En additionnant ces étapes, il est courant que la seule phase PERM consomme bien plus d'un an, parfois près de deux, avant même qu'une I-140 ne soit déposée. Aucun de ces mois ne compte dans l'attente de la carte verte qui, pour certains pays, se chiffre déjà en décennies.
Audits et refus
Le Département du Travail audite une part significative des dossiers, certains de manière aléatoire et d'autres parce que le dépôt déclenche un signal d'alerte, comme une exigence d'emploi inhabituellement restrictive ou un candidat américain qui semblait qualifié. Les employeurs qui documentent soigneusement leur recrutement s'en sortent généralement bien ; les refus proviennent souvent d'erreurs techniques, comme une erreur de publicité ou une exigence qui semble conçue pour écarter les travailleurs américains. Cette rigueur est précisément l'objectif : le PERM est censé être difficile à contourner.
Où le pipeline se bloque
La vérité frustrante, c'est que la majeure partie du retard est de nature administrative, non substantielle. Les règles fondamentales de recrutement et de salaire en vigueur sont raisonnables, mais les files d'attente de traitement au Département du Travail ont enflé, et il n'existe aucune option de traitement accéléré permettant de payer pour passer en tête de file. Ajoutez à cela le fait qu'un PERM certifié n'établit qu'une date de priorité ; la carte verte elle-même peut encore se trouver à des années de distance pour les demandeurs de pays à forte demande comme l'Inde et la Chine. Le pipeline n'est pas une seule file, mais plusieurs, enchaînées bout à bout.

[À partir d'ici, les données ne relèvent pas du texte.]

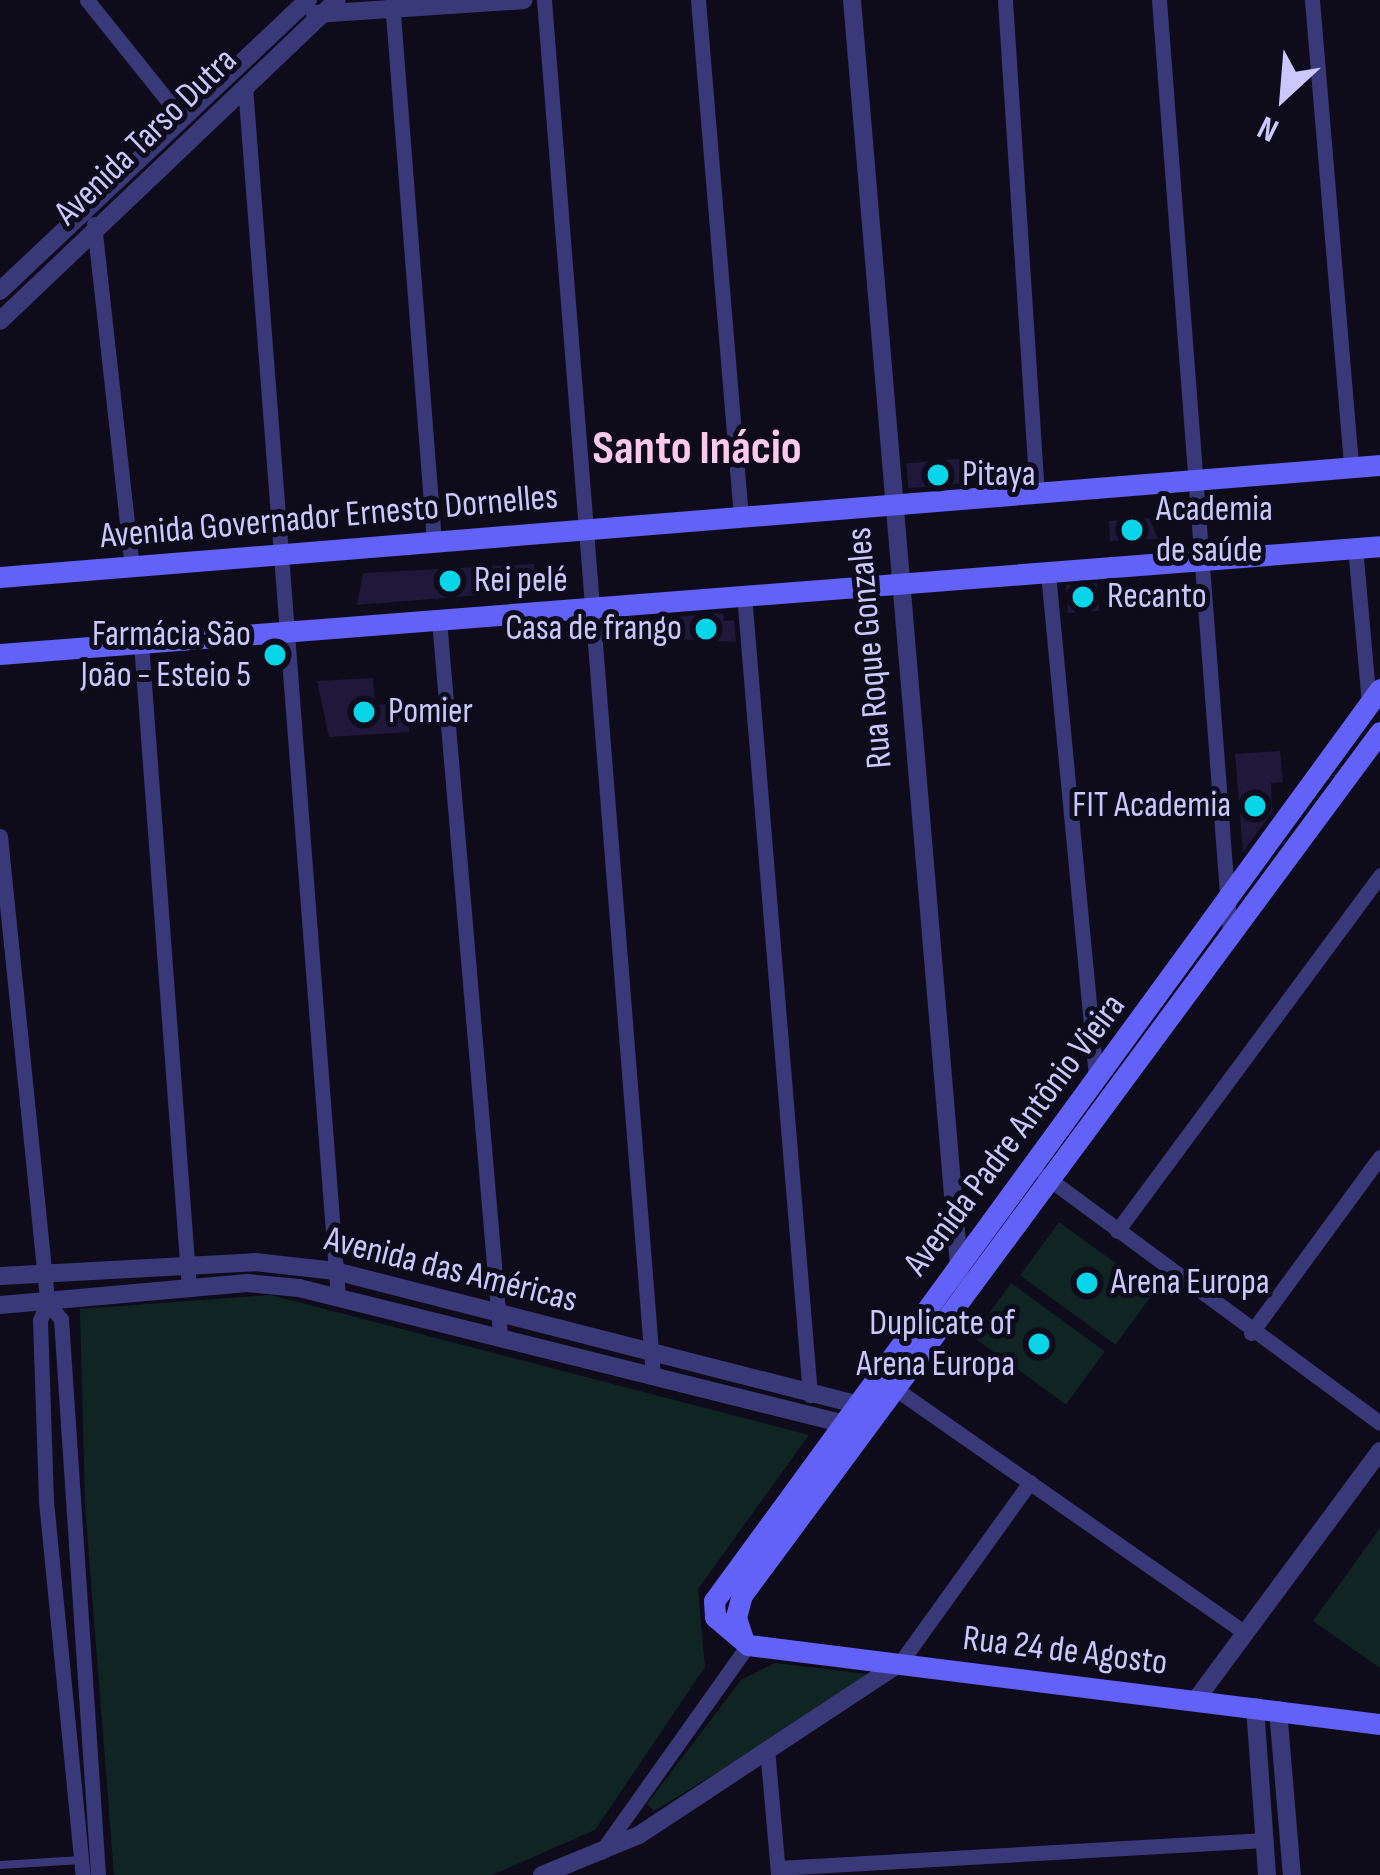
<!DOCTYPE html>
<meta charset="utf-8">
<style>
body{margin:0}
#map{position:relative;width:1380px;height:1875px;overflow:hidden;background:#0e0b1b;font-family:"Sofia Sans Condensed",sans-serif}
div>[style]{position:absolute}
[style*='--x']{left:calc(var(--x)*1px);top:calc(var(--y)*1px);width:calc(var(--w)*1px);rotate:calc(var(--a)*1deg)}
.green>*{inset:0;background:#0f2423;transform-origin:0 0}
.building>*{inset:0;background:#1f183b;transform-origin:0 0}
.service>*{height:8px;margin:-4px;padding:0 4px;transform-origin:4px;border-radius:4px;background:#393878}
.minor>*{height:15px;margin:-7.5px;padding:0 7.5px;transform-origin:7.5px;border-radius:7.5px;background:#393878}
.tertiary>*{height:18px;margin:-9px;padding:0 9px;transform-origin:9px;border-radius:9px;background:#393878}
.secondary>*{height:21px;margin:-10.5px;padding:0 10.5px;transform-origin:10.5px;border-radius:10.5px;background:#6262f9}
.dots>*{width:33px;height:33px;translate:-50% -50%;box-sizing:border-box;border:6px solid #0e0b1b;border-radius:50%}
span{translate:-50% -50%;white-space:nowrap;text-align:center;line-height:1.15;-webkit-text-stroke:10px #0e0b1b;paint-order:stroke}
.street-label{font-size:36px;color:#ccc7fd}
.poi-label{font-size:36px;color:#ccc7fd}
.left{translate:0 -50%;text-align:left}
.right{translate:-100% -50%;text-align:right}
.district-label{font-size:48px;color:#fdc9eb;font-weight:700}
.north{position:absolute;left:1224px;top:36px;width:120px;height:120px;-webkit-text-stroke:9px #0e0b1b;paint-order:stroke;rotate:206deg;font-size:33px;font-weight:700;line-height:48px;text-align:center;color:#ccc7fd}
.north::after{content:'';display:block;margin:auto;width:42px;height:54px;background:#ccc7fd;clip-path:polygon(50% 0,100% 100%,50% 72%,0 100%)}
</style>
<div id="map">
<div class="green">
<i style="left:1059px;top:1222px;width:118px;height:66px;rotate:36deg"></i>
<i style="left:1011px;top:1283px;width:116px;height:66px;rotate:36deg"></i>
<i style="clip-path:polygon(271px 1295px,809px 1435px,698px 1589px,705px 1667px,595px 1830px,492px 1875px,114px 1875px,85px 1506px,80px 1309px)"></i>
<i style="clip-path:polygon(1380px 1528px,1380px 1668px,1313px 1621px)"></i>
<i style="clip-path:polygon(775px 1663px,876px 1675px,654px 1811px,647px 1804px,741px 1680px)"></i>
</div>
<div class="building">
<i style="left:968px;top:458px;width:25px;height:62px;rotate:85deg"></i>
<i style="clip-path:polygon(1149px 518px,1158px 539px,1110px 541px,1109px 521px)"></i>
<i style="clip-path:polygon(534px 564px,540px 590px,357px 605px,363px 573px)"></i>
<i style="left:1097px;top:583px;width:28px;height:31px;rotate:86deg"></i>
<i style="clip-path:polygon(723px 613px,724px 621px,734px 620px,736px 642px,676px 639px,674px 617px)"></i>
<i style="clip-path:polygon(373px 678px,375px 705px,407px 702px,409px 732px,329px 737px,317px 681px)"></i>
<i style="clip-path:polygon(1280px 751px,1283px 782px,1271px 783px,1272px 812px,1243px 852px,1235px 754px)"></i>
</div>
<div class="service">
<i style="--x:0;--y:1865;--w:81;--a:-3.5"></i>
</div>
<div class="minor">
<i style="--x:87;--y:0;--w:149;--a:51.3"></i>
<i style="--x:544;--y:0;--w:1379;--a:85.47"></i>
<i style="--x:698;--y:0;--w:520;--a:85.25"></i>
<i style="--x:1005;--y:0;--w:496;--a:86.3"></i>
<i style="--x:1159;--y:0;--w:936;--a:85.65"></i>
<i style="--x:1312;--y:0;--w:470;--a:85.2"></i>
<i style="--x:392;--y:1;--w:543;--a:85.56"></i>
<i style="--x:245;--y:86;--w:1215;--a:85.61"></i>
<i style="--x:94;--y:224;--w:344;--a:83.7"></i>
<i style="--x:1355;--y:547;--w:158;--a:84.9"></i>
<i style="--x:1048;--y:573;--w:506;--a:84.56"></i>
<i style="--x:744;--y:594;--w:804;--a:85.29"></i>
<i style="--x:439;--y:620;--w:718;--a:85.12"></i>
<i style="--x:141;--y:643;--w:648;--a:85.75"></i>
<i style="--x:0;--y:836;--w:468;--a:84.2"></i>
<i style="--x:47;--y:1302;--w:19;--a:111"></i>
<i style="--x:40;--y:1320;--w:181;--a:88.1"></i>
<i style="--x:46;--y:1501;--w:376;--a:84.4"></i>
<i style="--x:1045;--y:1176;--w:416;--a:36.4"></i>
<i style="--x:1117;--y:1231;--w:443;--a:-53.5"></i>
<i style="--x:47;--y:1302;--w:22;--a:51"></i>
<i style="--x:61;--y:1319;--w:557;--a:86.19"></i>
<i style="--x:1251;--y:1333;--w:218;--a:-53.8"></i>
<i style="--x:887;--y:1383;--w:435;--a:34.9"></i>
<i style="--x:900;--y:1663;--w:223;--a:-54.3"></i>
<i style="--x:767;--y:1748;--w:127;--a:85"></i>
<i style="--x:601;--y:1852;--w:254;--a:-54.6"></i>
<i style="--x:778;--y:1868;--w:488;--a:-3.3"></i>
</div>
<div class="tertiary">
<i style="--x:852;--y:0;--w:1283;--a:85.17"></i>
<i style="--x:315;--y:14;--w:209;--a:-3.8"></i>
<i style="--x:0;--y:291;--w:424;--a:-43.4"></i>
<i style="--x:0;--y:321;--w:465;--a:-43.6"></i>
<i style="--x:0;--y:1276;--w:255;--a:-3.1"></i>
<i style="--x:255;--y:1262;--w:81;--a:6.4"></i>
<i style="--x:335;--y:1271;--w:549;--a:14.34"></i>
<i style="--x:0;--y:1305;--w:248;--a:-5.1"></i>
<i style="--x:247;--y:1283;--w:52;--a:5.5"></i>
<i style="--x:299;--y:1288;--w:571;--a:13.99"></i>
<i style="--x:1195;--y:1701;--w:311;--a:-53.5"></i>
<i style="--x:1255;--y:1707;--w:168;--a:85.9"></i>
<i style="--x:1278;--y:1710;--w:166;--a:85.2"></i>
<i style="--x:542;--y:1875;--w:105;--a:-22.4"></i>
<i style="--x:639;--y:1835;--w:313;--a:-33.4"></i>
</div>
<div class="secondary">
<i style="--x:0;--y:577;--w:1385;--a:-4.64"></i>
<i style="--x:0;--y:654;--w:1384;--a:-4.47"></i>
<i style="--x:1380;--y:689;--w:1129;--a:126.14"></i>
<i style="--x:714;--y:1601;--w:16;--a:86"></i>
<i style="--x:715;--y:1617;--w:43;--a:40.3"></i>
<i style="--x:748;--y:1645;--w:637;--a:7.13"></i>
<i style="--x:743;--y:1639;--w:23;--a:-108"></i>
<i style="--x:736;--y:1617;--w:23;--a:-75"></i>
<i style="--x:742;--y:1595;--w:1073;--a:-53.53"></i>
</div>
<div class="dots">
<i style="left:938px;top:475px;background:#08d6e8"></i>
<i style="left:1132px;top:530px;background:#08d6e8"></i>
<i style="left:450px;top:581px;background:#08d6e8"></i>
<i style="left:1083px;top:597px;background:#08d6e8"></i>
<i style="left:706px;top:629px;background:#08d6e8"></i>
<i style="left:275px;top:655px;background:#08d6e8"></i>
<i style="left:364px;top:712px;background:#08d6e8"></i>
<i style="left:1255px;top:806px;background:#08d6e8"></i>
<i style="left:1087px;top:1283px;background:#08d6e8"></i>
<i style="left:1039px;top:1344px;background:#08d6e8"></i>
</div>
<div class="street-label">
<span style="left:146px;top:137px;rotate:-44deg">Avenida Tarso Dutra</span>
<span style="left:329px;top:517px;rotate:-5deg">Avenida Governador Ernesto Dornelles</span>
<span style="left:870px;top:648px;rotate:-95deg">Rua Roque Gonzales</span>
<span style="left:1015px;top:1135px;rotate:-53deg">Avenida Padre Antônio Vieira</span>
<span style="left:451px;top:1270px;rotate:14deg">Avenida das Américas</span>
<span style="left:1065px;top:1651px;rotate:7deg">Rua 24 de Agosto</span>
</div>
<div class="poi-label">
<span class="left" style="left:962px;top:475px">Pitaya</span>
<span class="left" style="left:1156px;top:530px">Academia<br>de saúde</span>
<span class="left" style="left:474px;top:581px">Rei pelé</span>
<span class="left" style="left:1107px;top:597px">Recanto</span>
<span class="right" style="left:682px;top:629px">Casa de frango</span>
<span class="right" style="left:251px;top:655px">Farmácia São<br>João - Esteio 5</span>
<span class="left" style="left:388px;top:712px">Pomier</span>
<span class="right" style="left:1231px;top:806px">FIT Academia</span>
<span class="left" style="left:1111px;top:1283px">Arena Europa</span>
<span class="right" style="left:1015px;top:1344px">Duplicate of<br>Arena Europa</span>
</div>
<div class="district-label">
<span style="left:697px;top:449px">Santo Inácio</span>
</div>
<div class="north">N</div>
</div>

Ce que cela signifie pour vous
Si vous êtes au tout début d'une procédure de carte verte parrainée par un employeur, traitez le PERM comme un projet long à part entière et planifiez en conséquence :
- Demandez à votre employeur de lancer la demande de salaire en vigueur le plus tôt possible, car cette horloge tourne avant toutes les autres.
- Maintenez votre statut de non-immigrant, souvent H-1B, sécurisé et renouvelable, car la combinaison du PERM et de l'attente de la carte verte peut dépasser la durée de votre visa initial.
- Comprenez qu'un PERM rapide ne signifie pas une carte verte rapide si votre date de priorité est en retard ; ce sont deux courses distinctes.
- Documentez tout et laissez l'avocat de votre employeur mener un recrutement propre et bien documenté afin d'éviter les retards liés à un audit.
Le PERM récompense la patience et la préparation. Les travailleurs qui le négocient le mieux sont ceux qui comprennent, dès le premier jour, que la ligne d'arrivée est bien plus lointaine que ne le laisse penser la paperasse.